Arthur, Sandra and Sarah Irving of Irving Oil, made a kind donation of $10,000 to honour their friend Sharon. The spirit of the gift recognizes Sharon's long, hard-fought personal battle. It also applauds the many ways she helps others with her kindness, care and support.
"We are happy to contribute to this undertaking in the acquisition of this important diagnostic tool," says Sandra Irving, "knowing what it means in helping doctors in their diagnoses and thus providing the best cancer care, and importantly what this means in terms of supporting friends, family, and fellow employees in their difficult cancer battle."
But their commitment doesn’t stop there. All donations made by her fellow employees will be matched dollar-for-dollar by Irving Oil through their employee giving program, Good Energy in Action.
When asked how it feels to be supported by the team at Irving Oil, Sharon says it’s difficult to hold back her emotions.
“It’s hard to put into words what their support means to me, personally,” says Sharon. “My entire team has been so encouraging and embracing – whether they’re personally donating or helping to spread awareness, it’ll ultimately help so many cancer patients in our region.”
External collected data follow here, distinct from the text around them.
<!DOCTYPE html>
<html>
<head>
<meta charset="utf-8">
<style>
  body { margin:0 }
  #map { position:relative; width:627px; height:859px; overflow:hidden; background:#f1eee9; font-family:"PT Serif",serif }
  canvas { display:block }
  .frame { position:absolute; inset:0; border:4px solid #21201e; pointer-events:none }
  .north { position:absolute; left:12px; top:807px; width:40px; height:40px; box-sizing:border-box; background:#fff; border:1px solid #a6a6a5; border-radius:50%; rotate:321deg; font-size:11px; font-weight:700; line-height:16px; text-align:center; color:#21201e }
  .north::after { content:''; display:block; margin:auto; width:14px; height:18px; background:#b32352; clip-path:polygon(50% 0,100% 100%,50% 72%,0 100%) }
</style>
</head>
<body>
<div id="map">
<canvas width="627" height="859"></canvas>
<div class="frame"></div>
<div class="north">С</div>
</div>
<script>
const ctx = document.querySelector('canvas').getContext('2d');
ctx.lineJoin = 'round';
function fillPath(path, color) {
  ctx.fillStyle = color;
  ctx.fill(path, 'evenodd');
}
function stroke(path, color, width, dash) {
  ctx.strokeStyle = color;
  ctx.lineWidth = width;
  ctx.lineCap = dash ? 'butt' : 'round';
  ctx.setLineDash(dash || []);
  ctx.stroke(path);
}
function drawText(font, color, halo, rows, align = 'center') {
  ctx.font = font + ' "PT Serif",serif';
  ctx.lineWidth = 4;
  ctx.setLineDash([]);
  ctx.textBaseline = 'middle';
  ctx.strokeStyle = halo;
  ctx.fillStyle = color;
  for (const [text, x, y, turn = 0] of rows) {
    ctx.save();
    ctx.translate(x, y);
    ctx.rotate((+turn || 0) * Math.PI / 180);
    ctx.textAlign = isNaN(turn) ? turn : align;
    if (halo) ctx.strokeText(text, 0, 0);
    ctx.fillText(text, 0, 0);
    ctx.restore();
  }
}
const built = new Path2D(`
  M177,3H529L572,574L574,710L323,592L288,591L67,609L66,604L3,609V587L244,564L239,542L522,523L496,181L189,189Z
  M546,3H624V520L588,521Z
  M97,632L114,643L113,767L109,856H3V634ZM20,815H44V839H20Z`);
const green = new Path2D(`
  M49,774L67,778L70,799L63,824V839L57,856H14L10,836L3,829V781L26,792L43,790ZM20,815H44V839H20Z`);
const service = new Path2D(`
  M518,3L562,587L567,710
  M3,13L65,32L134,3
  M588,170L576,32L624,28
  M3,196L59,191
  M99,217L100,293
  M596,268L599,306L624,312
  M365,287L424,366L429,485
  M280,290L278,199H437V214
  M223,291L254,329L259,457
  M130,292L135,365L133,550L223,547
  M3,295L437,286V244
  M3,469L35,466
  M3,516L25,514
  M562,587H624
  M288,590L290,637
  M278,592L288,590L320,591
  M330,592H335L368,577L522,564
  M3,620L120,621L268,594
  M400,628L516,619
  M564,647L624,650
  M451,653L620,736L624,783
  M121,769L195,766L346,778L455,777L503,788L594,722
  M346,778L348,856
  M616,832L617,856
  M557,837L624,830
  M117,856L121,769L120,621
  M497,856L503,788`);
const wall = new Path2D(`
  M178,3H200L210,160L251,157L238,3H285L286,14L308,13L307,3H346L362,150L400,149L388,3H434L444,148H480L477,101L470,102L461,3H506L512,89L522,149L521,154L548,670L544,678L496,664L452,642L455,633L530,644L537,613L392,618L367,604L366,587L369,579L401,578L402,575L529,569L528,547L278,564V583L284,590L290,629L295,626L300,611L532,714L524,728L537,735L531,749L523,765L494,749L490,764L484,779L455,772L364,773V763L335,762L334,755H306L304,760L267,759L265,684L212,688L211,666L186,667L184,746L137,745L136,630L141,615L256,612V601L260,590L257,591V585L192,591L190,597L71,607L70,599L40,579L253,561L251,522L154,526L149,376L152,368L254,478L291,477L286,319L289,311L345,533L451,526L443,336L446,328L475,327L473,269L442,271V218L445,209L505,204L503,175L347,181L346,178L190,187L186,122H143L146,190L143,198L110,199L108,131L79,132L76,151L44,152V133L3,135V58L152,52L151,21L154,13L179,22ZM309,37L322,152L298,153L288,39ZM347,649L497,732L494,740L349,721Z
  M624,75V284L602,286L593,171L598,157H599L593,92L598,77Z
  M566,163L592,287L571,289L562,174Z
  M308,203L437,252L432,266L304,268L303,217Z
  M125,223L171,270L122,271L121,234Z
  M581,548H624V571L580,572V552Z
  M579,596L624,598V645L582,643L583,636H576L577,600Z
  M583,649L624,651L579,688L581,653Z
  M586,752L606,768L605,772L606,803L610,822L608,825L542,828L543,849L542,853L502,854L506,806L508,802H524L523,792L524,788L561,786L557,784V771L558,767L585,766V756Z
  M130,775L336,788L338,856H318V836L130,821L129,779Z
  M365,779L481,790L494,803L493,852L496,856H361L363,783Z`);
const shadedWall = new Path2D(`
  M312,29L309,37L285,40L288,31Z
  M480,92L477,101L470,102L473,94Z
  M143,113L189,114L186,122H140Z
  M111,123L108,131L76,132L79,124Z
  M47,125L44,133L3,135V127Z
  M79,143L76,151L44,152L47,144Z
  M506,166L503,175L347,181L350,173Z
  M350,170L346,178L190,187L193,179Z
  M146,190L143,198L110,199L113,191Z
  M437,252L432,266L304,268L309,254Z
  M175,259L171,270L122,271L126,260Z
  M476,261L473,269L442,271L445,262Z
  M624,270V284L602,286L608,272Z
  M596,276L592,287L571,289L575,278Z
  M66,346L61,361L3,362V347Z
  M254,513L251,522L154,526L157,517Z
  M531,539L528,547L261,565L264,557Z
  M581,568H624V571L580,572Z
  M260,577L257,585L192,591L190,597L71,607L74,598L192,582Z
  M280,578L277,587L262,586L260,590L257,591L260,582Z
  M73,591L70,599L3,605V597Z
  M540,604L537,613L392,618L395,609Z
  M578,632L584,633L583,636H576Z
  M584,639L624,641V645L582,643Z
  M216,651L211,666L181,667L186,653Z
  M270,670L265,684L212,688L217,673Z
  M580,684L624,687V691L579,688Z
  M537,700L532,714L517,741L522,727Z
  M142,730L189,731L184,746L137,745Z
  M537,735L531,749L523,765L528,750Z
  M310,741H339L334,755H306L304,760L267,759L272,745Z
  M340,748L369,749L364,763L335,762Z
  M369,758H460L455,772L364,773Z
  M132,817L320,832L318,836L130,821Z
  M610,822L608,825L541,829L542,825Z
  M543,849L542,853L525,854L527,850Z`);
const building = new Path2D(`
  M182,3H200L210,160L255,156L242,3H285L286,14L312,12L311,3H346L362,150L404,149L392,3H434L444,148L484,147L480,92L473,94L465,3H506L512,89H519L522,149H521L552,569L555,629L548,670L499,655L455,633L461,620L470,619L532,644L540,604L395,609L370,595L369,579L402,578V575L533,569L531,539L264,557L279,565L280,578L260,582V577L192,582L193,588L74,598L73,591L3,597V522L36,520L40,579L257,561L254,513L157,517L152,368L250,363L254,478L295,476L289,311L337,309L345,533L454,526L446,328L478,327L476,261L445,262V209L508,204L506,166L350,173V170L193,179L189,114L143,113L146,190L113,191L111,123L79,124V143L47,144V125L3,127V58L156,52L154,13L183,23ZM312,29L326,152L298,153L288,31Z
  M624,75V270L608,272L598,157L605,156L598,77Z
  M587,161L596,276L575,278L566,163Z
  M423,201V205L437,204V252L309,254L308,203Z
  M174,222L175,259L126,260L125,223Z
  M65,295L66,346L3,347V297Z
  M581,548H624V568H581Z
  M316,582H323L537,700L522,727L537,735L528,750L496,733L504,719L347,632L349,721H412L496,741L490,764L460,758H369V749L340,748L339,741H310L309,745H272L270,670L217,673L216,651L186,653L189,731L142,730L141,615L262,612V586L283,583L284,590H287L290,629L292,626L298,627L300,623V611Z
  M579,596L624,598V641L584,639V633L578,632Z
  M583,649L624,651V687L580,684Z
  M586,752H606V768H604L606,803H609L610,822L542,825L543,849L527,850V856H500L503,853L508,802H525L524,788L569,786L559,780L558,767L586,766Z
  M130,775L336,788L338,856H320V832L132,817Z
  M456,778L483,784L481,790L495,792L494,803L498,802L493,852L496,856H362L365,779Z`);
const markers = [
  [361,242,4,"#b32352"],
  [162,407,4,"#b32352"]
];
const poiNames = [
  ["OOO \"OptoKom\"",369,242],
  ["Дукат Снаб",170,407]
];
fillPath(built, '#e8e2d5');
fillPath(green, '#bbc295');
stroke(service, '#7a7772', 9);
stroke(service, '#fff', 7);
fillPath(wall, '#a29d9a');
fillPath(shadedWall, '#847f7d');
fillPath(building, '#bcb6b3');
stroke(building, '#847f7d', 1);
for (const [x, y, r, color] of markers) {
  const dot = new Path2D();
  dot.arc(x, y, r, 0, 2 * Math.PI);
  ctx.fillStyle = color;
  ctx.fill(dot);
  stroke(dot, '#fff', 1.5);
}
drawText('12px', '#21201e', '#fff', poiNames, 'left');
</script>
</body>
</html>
According to Sharon, she feels honoured that her team is standing behind her so strongly, “bringing good energy and vital support to the communities where we live and work.”
So, if having her face on a billboard or the front page of the Chronicle Herald can lead to catching neuroendocrine cancer sooner or gives more patients a better fighting chance, it’s a goal she’ll happily undertake.